All of the oil tanks at Oak Hills park are relatively new and above ground, Executive Director Shelley Guyer said.

NORWALK, Conn. – The minimum cost for the cleanup of three Oak Hills Park leaking oil tanks is currently estimated to be $33,000, but could escalate depending on the amount of environmental damage, Oak Hills Park Authority members said last week.

Department of Public Works Director Hal Alvord is working on determining how deep contractors will have to go to remove contaminated soil, members said at Thursday’s meeting.

The last of the three tanks was removed in December, OHPA acting Chairman Clyde Mount said. Two other oil tanks were removed earlier last year, he said. All date back to the 1960s, he said.

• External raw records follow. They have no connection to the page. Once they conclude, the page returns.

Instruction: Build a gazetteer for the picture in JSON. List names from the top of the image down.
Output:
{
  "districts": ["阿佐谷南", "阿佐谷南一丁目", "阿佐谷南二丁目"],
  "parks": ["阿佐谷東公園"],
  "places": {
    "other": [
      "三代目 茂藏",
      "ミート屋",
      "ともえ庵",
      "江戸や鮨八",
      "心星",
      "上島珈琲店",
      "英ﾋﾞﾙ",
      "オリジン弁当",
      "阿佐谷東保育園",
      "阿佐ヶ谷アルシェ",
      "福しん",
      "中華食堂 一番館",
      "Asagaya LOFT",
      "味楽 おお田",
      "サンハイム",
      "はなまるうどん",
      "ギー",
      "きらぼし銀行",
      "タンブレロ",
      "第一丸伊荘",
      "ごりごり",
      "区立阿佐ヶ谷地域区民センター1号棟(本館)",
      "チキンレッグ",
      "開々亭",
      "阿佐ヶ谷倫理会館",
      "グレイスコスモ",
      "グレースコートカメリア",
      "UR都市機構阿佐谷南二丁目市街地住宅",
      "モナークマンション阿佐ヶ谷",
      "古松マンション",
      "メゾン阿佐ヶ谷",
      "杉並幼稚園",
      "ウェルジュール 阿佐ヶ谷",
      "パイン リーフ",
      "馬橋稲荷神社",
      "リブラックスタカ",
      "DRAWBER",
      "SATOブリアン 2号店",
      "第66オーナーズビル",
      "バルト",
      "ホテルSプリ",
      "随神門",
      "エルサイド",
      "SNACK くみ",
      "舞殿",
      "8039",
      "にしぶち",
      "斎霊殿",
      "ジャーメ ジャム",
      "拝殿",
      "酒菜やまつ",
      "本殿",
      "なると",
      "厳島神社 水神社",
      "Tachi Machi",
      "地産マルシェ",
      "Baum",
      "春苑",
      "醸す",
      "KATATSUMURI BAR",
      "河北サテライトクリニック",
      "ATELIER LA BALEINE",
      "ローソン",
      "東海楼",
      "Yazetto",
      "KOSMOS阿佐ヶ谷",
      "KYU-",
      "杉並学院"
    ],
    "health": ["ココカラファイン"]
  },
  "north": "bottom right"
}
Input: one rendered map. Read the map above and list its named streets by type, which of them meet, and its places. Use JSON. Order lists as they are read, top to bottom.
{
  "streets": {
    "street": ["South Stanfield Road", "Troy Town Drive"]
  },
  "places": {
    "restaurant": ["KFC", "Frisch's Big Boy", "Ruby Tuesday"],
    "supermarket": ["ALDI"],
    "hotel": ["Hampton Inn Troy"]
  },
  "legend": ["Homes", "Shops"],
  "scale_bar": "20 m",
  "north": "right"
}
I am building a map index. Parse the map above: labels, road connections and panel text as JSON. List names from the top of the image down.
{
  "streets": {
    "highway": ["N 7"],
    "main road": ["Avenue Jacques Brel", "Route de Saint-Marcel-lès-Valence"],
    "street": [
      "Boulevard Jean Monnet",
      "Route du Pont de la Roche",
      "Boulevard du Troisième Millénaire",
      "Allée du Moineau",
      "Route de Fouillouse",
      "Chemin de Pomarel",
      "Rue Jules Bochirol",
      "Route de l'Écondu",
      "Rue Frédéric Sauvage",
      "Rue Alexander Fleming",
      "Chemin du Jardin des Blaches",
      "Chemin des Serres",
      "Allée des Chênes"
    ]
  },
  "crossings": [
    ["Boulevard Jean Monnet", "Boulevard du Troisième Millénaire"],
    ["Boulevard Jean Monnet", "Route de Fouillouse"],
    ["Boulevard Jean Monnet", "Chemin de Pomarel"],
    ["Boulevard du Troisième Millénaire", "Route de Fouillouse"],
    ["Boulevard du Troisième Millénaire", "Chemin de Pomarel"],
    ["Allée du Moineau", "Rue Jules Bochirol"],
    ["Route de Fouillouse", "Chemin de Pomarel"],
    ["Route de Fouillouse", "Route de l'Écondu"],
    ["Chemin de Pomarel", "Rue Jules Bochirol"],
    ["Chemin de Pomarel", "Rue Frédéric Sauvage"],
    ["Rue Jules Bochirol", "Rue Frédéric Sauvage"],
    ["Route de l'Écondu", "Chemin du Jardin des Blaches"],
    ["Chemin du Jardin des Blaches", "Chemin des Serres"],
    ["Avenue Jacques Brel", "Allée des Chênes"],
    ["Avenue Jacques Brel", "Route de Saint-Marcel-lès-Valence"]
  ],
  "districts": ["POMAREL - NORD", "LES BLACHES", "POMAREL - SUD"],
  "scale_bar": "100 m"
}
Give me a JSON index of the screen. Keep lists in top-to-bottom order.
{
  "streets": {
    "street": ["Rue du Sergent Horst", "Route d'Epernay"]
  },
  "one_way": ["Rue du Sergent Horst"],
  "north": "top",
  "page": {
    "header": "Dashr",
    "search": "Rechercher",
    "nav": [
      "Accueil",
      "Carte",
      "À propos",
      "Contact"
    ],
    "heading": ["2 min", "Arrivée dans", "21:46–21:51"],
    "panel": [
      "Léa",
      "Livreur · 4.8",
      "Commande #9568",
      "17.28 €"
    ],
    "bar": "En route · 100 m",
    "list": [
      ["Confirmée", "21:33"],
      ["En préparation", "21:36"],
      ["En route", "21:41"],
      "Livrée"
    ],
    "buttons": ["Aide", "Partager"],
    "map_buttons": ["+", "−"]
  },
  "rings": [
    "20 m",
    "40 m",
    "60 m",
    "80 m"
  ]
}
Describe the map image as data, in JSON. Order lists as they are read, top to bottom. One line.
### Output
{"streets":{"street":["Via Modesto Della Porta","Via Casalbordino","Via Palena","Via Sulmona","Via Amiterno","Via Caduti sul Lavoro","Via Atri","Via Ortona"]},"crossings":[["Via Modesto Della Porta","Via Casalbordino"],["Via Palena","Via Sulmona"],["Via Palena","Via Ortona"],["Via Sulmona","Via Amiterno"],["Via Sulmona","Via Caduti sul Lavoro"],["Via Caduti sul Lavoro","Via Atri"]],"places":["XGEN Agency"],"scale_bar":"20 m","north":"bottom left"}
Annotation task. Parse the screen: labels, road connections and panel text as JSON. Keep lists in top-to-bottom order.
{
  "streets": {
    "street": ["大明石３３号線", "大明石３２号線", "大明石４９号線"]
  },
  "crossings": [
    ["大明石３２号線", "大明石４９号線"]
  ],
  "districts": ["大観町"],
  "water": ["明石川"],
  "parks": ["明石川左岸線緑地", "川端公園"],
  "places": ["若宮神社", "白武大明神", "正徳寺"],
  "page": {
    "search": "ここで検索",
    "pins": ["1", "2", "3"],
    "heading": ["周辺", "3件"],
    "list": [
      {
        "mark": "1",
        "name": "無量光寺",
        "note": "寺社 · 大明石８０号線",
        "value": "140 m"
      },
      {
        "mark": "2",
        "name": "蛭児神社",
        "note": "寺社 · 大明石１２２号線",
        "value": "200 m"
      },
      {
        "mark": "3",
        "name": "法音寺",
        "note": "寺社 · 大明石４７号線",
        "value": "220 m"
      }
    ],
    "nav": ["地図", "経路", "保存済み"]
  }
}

Former OHPA Chairman Bob Virgulak said in June that golfers would not pay for the remediation. The city would have to pay for it, he said. Current members have not commented on the topic in as emphatic terms, but OHPA member Ernie Desrochers did mention, with a slight grin, at last week’s meeting that the tanks should have been taken out when the authority was formed in 1999.

Mount said they should have been removed 15 years after being installed.

Golf course Superintendent Jim Schell delivered the report of the updated estimate from Enviroshield, the company selected to do the remediation.

“The company came onto the property and did the three sites with nine total truckloads removed from the property and the cost was about $33,000 and change,” he said. “I think that’s reasonable. It could escalate. … There is no guarantee, it could be nine trucks, it could be less, it could be more. I think that’s as best as we can expect from any company.”

He expressed faith in Enviroshield.

“Everything they have submitted to us has been very thorough, including anything you could possibly think of,” he said.

The Finance Department and DPW are reviewing the proposal, members said.

The sites have been capped and backfilled in compliance with Department of Energy and Environmental (DEEP) standards, they said.

“We know for sure there are no other tanks underground,” park Executive Director Shelley Guyer said. “Every other tank is above ground and is relatively new.”


6 responses to “Oak Hills oil tank cleanup estimate: at least $33K”

  1. spanner

    Trusting Hal is like buying fireworks off of three fingers Eddie its a joke.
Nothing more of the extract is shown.